Microsoft and Sony don’t want each other’s gaming services on their platforms

The statements of Microsoft and Sony that were recently released by the UK’s Competition and Markets Authority (CMA) reveal many interesting points. Aside from their own stands regarding the proposed $69 billion Activision Blizzard acquisition, it gives us insights into the previous interactions between the two companies. One of them is the revealed proposals to bring each other’s service to the platform of their own competitors.

One of the main issues regarding the merger is the possibility of the gaming choices in the market becoming limited once the deal closes. With this, while it sounds absurd (and despite the huge chance that each one would receive no for an answer), it is no surprise that Sony and Microsoft tried offering to bring their services to each other’s platform. Sony highlights Microsoft’s response to its proposal.

“Microsoft’s stance that Game Pass availability on PlayStation would be a panacea for the harm from this Transaction rings particularly hollow given that Microsoft does not permit PlayStation Plus to be available on Xbox,” Sony says in its statement.

In turn, Microsoft also states that the same thing happened to Xbox when Microsoft tried to offer its service to PlayStation. In its own statement, Microsoft directly says that Sony itself blocked Game Pass from PlayStation.

“Nor is there any basis for the idea that acquiring Call of Duty could ‘tip’ subscription services in Xbox’s favour. Sony has chosen to block Game Pass from PlayStation, so it is not available on PlayStation,” Microsoft’s statement reads. “As all games that are available on Game Pass are also available to purchase, PlayStation gamers will continue to have the ability to buy Call of Duty on PlayStation. And doing so will still cost less than the cost of switching by buying a new Xbox console.”

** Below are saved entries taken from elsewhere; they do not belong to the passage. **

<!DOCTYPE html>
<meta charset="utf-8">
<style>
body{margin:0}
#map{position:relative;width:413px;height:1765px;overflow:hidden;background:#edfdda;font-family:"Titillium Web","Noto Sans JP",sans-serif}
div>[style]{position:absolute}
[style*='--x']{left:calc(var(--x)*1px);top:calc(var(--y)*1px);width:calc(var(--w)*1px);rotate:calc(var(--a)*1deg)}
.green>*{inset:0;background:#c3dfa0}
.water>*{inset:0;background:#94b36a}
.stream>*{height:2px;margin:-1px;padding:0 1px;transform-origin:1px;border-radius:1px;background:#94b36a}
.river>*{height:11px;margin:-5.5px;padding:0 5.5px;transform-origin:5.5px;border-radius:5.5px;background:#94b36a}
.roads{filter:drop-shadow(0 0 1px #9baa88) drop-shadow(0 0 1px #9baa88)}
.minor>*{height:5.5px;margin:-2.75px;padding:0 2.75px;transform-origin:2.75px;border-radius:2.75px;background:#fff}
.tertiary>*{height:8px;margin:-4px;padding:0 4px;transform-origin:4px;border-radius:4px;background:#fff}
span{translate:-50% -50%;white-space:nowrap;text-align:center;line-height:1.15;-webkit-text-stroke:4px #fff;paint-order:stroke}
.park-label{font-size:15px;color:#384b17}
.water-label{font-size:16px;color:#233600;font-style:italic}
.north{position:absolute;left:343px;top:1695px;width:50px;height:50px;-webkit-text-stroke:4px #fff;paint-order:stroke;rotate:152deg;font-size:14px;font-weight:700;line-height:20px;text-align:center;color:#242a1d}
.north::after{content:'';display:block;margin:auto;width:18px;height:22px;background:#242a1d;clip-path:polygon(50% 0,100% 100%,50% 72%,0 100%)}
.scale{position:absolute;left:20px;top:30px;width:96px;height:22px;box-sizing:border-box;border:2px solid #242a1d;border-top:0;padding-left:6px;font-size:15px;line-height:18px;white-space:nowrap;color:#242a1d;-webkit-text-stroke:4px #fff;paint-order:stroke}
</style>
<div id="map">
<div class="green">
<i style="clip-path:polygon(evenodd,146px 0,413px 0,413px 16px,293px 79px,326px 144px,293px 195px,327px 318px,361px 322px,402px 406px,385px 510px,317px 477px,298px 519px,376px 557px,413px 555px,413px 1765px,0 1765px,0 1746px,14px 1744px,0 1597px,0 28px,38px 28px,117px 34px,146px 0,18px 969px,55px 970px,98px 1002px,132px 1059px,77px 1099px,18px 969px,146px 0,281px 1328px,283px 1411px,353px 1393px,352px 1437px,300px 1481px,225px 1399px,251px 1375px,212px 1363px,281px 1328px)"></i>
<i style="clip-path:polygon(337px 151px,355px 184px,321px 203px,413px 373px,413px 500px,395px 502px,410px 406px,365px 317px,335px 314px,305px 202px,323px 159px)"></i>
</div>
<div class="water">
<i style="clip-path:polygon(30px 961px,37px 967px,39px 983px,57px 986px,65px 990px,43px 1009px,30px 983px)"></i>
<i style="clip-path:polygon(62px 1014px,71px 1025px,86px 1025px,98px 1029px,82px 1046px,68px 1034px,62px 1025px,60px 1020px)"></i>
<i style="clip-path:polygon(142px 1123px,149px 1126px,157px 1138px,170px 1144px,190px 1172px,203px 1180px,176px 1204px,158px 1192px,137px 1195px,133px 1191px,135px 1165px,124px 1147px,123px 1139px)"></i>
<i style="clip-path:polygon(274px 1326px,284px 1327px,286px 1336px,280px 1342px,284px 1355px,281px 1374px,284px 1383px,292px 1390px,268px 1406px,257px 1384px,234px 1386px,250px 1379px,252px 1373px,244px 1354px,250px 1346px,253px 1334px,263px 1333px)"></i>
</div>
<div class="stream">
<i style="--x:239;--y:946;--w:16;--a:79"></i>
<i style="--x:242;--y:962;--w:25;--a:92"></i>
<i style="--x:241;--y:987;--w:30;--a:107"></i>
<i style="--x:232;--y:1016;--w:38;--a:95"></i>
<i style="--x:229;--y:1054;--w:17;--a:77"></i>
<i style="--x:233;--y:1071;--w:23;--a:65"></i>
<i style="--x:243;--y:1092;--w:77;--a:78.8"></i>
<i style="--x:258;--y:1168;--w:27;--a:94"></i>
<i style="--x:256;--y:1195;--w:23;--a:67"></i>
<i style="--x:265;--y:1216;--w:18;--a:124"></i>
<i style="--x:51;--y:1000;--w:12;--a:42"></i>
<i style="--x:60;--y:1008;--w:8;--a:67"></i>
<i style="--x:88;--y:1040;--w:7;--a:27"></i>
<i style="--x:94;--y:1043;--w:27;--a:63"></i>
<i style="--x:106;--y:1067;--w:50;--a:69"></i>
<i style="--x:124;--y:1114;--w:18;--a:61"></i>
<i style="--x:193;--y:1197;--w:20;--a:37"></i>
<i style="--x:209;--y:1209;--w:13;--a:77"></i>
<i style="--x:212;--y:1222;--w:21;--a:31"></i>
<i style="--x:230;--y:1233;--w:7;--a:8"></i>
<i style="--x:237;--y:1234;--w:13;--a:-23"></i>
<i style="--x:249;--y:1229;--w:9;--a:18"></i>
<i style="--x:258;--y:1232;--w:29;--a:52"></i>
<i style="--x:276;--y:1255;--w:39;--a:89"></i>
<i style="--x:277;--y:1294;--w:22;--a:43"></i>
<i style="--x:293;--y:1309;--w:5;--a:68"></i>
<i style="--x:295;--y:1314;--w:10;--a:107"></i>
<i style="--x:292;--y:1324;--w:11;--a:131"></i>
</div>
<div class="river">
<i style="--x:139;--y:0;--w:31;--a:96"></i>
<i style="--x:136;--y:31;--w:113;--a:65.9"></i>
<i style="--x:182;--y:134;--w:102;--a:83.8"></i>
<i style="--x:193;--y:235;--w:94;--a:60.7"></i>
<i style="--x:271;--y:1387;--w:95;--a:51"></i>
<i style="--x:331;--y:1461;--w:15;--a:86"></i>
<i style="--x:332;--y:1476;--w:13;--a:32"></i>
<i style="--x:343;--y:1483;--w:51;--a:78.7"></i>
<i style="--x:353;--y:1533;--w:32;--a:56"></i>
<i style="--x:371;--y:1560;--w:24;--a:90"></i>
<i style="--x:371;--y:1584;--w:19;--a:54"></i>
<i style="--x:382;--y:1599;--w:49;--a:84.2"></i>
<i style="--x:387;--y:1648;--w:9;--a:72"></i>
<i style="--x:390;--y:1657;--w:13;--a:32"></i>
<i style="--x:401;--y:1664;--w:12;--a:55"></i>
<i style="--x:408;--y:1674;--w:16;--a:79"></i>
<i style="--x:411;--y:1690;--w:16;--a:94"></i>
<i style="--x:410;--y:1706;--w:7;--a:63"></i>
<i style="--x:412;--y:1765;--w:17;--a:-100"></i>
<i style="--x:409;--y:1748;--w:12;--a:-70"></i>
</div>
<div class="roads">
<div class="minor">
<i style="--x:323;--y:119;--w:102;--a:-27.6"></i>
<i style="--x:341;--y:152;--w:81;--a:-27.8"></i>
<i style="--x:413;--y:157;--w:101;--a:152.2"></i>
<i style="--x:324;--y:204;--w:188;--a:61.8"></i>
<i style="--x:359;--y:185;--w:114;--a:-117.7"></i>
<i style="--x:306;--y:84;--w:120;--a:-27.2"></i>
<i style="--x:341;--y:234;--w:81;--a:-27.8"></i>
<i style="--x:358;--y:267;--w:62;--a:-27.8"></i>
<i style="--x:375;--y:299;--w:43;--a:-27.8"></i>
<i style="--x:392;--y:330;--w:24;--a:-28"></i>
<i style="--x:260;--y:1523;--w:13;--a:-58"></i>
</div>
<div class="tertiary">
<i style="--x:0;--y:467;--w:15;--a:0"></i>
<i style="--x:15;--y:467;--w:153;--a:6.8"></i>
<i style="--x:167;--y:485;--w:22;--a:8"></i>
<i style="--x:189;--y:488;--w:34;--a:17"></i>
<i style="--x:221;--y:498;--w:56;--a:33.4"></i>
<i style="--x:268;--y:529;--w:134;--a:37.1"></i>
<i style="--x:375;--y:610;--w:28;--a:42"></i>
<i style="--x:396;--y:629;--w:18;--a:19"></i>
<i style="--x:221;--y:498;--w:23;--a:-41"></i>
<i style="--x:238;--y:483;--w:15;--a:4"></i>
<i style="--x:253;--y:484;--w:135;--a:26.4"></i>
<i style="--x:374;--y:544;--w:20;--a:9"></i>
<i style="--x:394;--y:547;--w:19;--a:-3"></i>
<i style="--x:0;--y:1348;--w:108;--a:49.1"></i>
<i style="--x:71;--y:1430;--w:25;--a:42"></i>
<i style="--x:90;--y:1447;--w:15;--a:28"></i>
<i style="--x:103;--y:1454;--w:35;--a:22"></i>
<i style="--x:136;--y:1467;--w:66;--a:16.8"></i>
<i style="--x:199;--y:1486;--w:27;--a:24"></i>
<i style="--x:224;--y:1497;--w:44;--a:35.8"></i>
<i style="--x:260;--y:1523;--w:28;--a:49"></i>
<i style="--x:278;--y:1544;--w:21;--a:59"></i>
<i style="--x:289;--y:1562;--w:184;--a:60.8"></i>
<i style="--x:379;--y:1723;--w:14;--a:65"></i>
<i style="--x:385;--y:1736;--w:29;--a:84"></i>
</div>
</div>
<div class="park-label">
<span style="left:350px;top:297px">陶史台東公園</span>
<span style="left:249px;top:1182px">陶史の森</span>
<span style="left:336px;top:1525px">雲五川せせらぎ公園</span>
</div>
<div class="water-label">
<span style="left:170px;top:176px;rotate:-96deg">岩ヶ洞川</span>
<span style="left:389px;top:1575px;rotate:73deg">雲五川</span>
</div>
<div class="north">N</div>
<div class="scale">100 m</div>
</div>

The responses of both companies are expected, given that the idea of allowing a rival’s service into their platforms seems a lot like a Trojan horse. In case it happens, it will always translate to negative impacts on both Microsoft and Sony, regardless of how huge or small the effect is in their gaming businesses. However, Sony might have a greater issue with this since the presence of Game Pass (which allows access to hundreds of titles and day-and-date releases) on its platform could threaten its own PlayStation Plus gaming service.